Comparison of Euler angles computed from quaternion orientations obtained from commercial tracker with our wand.

Comparison of 3D trajectories obtained from wand with commercial tracker.
7. Conclusion
Motion tracking using MARG sensors with additional sensors is a mature field of research. Modern techniques [14–16] have focused on simpler fusion approaches on low power hardware to reach a wide range of users. We presented a simple and accurate approach for a wand system with two stage sensor fusion: the first stage of fusion offloads the 3D orientation computation from the computer, allowing focus on only 3D position computation in the computer as the camera is connected to it.
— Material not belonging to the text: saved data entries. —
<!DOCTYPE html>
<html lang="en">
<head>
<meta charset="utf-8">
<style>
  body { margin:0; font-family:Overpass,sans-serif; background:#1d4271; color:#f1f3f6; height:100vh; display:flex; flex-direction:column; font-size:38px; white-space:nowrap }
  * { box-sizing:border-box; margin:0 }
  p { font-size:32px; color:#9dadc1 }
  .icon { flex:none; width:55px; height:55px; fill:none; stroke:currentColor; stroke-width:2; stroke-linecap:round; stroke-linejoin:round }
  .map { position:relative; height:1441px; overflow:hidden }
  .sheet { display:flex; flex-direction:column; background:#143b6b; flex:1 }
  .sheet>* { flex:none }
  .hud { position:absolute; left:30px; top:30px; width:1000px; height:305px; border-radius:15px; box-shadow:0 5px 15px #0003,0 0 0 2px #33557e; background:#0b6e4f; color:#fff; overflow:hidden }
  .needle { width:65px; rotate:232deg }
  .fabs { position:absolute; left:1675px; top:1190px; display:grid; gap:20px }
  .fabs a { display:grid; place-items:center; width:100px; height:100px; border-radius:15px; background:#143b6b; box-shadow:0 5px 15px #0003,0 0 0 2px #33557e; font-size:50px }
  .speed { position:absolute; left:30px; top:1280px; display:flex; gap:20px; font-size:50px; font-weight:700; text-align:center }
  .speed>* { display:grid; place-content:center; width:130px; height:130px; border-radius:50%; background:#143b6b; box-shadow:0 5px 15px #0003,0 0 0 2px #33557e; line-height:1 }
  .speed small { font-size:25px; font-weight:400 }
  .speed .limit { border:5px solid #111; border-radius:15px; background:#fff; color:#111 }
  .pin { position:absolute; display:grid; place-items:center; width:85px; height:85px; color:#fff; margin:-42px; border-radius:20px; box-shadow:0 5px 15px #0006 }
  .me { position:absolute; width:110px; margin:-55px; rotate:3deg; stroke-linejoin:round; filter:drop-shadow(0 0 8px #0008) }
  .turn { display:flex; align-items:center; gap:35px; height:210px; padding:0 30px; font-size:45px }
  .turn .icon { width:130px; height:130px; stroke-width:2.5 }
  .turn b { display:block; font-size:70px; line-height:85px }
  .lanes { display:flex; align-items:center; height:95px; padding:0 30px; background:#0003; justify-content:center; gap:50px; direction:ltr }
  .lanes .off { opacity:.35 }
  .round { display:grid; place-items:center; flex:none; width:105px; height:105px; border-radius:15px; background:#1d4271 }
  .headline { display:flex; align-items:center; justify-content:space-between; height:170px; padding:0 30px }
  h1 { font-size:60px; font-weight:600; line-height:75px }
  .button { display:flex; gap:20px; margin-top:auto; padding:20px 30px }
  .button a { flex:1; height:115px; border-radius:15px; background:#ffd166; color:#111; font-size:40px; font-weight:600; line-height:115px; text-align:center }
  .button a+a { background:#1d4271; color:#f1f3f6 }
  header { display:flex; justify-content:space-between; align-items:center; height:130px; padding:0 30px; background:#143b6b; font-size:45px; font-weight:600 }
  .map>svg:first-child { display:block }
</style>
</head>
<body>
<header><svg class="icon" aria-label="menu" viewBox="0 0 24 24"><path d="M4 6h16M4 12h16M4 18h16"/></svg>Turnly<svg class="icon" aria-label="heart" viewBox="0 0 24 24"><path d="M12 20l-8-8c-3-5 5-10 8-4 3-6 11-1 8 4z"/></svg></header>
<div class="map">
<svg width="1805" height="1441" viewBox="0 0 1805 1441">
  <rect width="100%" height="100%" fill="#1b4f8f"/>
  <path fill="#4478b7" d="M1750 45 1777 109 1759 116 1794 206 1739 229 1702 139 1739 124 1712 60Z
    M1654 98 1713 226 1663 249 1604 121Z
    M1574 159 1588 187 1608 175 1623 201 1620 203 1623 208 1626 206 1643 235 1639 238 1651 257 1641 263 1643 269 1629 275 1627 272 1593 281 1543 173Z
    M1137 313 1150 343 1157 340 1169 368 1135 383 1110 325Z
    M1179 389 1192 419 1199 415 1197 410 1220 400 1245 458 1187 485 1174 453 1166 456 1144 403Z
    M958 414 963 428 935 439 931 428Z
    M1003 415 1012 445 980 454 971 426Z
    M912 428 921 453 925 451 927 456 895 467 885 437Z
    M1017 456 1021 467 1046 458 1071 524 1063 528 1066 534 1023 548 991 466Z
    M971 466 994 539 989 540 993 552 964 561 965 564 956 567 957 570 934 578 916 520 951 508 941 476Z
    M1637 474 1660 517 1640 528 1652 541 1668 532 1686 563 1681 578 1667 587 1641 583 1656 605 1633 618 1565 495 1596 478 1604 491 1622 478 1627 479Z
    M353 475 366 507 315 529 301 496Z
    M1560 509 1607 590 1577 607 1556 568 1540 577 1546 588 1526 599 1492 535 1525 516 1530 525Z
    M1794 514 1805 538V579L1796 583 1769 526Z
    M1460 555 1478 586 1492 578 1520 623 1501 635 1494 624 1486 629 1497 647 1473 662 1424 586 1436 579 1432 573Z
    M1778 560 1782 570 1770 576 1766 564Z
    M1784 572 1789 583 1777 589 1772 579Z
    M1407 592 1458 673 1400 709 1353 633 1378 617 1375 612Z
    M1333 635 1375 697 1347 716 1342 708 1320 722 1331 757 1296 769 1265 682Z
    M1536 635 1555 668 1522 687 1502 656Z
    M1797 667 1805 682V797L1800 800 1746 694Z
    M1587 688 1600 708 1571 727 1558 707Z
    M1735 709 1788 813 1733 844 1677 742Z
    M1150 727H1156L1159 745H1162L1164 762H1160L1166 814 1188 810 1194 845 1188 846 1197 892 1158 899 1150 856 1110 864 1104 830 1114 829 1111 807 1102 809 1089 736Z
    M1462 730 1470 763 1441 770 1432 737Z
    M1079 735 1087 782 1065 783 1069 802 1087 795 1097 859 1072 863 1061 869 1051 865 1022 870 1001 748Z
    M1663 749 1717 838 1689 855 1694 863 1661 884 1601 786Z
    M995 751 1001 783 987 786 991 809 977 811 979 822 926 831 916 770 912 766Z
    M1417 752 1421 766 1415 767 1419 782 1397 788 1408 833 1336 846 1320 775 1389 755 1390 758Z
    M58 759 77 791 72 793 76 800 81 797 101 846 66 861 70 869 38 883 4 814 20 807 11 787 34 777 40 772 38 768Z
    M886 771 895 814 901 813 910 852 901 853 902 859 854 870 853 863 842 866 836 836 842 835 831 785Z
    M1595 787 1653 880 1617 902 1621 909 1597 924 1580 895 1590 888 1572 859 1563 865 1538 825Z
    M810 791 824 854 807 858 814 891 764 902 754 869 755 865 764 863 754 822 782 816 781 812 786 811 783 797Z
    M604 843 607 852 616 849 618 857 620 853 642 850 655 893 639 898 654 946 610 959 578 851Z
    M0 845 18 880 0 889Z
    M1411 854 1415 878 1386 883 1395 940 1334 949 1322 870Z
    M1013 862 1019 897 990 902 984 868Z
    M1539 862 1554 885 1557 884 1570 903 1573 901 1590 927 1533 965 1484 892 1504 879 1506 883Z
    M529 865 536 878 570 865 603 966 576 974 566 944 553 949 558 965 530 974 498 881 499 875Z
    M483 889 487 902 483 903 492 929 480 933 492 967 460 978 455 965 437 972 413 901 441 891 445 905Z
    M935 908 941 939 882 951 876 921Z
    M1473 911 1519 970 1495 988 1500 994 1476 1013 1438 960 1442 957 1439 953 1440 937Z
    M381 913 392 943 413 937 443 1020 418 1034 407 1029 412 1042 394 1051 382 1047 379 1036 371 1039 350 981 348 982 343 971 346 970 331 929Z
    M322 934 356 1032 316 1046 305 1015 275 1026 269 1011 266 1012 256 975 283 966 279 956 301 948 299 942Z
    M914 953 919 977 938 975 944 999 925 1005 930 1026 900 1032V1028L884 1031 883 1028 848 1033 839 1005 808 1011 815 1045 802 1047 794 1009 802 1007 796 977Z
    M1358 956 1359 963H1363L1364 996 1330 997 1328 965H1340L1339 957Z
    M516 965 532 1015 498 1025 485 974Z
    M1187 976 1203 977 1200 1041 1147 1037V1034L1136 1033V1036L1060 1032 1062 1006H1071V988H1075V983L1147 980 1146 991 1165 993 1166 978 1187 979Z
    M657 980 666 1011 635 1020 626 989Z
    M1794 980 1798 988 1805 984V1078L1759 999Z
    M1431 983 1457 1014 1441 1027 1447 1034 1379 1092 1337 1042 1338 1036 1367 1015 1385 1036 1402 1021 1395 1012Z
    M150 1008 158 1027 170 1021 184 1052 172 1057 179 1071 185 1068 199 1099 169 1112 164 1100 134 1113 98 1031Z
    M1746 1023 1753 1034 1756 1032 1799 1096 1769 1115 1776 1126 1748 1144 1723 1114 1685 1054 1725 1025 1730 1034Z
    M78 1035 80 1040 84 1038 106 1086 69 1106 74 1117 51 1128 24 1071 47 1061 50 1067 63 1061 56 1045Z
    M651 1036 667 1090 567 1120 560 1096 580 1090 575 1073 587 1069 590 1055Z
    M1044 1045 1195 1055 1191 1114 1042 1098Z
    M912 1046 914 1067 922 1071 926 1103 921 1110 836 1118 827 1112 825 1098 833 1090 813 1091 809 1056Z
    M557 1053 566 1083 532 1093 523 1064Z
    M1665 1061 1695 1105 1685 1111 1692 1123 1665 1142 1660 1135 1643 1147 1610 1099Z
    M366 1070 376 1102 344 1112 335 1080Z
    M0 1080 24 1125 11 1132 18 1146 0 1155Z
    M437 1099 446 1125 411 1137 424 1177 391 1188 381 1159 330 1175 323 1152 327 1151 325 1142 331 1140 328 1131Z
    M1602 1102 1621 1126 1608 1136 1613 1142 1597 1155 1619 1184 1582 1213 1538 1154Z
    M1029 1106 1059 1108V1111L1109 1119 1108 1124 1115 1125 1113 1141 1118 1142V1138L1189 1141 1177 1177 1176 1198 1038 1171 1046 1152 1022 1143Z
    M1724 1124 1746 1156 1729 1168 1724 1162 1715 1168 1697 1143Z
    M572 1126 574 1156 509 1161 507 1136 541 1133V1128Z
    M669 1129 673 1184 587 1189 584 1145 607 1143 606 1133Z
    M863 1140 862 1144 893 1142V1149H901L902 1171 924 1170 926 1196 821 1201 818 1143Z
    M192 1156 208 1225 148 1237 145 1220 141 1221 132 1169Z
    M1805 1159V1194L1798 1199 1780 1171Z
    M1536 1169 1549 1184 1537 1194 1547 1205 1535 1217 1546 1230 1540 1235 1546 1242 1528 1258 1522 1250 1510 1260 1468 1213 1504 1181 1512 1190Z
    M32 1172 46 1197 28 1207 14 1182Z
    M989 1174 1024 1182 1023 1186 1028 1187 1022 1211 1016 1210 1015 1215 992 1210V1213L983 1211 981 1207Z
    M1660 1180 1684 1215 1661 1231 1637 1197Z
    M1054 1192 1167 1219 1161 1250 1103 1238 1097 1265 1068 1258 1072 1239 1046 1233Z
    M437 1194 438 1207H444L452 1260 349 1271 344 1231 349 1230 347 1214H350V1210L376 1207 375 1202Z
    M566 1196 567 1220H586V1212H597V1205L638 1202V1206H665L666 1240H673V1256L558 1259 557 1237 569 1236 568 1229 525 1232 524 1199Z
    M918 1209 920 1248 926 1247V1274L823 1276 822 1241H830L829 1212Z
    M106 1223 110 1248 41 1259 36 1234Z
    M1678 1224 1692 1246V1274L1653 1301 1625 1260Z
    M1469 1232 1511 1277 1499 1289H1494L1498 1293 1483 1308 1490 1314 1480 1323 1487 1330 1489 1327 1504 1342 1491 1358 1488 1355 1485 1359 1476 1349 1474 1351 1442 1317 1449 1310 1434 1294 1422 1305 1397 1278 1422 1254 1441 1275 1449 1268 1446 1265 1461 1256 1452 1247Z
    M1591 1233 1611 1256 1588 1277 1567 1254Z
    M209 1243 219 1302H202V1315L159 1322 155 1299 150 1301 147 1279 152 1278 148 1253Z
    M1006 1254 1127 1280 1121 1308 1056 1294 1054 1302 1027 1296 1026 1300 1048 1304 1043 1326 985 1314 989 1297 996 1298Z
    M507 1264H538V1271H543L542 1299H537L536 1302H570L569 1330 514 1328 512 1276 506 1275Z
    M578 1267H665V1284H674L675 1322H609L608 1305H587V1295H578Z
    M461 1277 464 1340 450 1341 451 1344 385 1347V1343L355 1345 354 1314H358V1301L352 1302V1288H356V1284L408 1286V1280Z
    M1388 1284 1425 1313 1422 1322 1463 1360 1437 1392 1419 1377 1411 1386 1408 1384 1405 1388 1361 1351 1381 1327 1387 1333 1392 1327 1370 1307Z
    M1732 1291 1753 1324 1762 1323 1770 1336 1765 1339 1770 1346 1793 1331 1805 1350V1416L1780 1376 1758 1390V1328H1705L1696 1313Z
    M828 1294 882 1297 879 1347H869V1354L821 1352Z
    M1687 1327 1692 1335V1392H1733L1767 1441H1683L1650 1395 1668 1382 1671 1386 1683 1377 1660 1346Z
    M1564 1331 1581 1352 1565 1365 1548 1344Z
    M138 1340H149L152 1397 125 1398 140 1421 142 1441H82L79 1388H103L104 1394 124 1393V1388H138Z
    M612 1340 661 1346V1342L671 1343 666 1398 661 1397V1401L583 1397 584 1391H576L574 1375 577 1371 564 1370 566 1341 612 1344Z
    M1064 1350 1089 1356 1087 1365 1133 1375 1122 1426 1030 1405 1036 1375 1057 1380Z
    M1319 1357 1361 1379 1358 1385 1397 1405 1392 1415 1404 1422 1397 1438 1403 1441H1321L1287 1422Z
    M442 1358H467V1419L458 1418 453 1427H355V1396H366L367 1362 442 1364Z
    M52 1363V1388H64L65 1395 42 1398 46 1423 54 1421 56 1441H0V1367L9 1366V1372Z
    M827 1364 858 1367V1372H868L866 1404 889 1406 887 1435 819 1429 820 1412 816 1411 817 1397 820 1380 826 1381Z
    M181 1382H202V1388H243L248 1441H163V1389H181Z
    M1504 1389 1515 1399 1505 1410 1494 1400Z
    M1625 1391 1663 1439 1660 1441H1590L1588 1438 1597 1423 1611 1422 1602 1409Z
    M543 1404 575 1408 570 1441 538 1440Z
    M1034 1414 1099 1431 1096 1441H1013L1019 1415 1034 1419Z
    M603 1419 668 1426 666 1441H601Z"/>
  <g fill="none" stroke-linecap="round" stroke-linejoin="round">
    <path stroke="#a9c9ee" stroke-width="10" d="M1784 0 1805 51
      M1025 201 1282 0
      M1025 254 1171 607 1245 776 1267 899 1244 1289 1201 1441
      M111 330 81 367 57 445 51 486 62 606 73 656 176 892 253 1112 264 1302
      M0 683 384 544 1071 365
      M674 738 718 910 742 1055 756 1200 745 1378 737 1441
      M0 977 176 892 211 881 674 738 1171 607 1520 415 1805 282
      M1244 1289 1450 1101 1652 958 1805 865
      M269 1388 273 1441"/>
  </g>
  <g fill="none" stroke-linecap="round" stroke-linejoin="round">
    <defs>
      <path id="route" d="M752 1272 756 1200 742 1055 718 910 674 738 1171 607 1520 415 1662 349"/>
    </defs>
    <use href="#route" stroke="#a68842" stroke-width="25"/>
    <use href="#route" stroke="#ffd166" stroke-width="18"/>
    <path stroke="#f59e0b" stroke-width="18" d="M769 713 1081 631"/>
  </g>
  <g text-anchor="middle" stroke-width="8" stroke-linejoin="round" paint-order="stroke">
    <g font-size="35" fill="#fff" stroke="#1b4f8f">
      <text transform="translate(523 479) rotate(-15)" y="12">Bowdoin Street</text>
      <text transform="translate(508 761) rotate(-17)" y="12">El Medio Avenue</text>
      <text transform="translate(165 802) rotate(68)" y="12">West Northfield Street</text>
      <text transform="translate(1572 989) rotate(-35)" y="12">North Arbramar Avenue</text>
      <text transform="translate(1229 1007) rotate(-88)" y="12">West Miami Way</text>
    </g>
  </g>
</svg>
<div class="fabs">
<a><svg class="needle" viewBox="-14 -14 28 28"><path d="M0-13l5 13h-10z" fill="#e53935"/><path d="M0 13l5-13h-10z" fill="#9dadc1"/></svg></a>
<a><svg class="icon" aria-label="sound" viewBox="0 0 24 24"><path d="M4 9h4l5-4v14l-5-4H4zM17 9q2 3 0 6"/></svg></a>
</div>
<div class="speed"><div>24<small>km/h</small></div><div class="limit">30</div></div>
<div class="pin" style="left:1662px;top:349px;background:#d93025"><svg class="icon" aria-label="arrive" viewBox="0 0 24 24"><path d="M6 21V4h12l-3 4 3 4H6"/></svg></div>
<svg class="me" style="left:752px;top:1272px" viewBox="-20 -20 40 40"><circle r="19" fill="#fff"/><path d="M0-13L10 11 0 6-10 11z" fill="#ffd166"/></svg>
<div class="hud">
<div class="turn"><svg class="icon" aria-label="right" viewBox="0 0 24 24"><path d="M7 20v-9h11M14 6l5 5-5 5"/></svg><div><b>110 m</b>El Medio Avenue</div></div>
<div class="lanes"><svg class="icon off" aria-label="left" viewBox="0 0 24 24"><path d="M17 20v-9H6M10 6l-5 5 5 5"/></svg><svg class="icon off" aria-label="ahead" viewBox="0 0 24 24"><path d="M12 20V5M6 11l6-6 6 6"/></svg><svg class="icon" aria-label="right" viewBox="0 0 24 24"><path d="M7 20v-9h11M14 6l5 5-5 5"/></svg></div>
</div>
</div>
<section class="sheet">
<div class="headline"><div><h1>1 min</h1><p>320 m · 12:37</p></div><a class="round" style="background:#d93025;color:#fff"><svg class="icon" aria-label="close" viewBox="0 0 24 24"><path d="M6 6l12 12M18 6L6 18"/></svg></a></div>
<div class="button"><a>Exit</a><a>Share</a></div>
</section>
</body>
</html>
The basic idea is to utilize low cost and wide field of view USB camera with IR filter to prevent numerical drift in the position computed from the acceleration of a MEMS accelerometer. Thus the overall system benefits from the complementary properties of inertial and vision sensing. Key advantages of the proposed system are (1) the working area of device, which allows user to interact with a computer or 3D TV at a comfortable distance by changing size of IR marker; (2) the small size and higher update rate; (3) the magnetic distortion compensation that helps to use the wand in challenging environments; and (4) another potential application of this device that includes air digital writing and signature verification.
Footnotes
Appendix
Conflict of Interests
The authors declare that there is no conflict of interests regarding the publication of this paper.
Acknowledgment
This research was supported by the Chung-Ang University Research Scholarship Grants in 2011.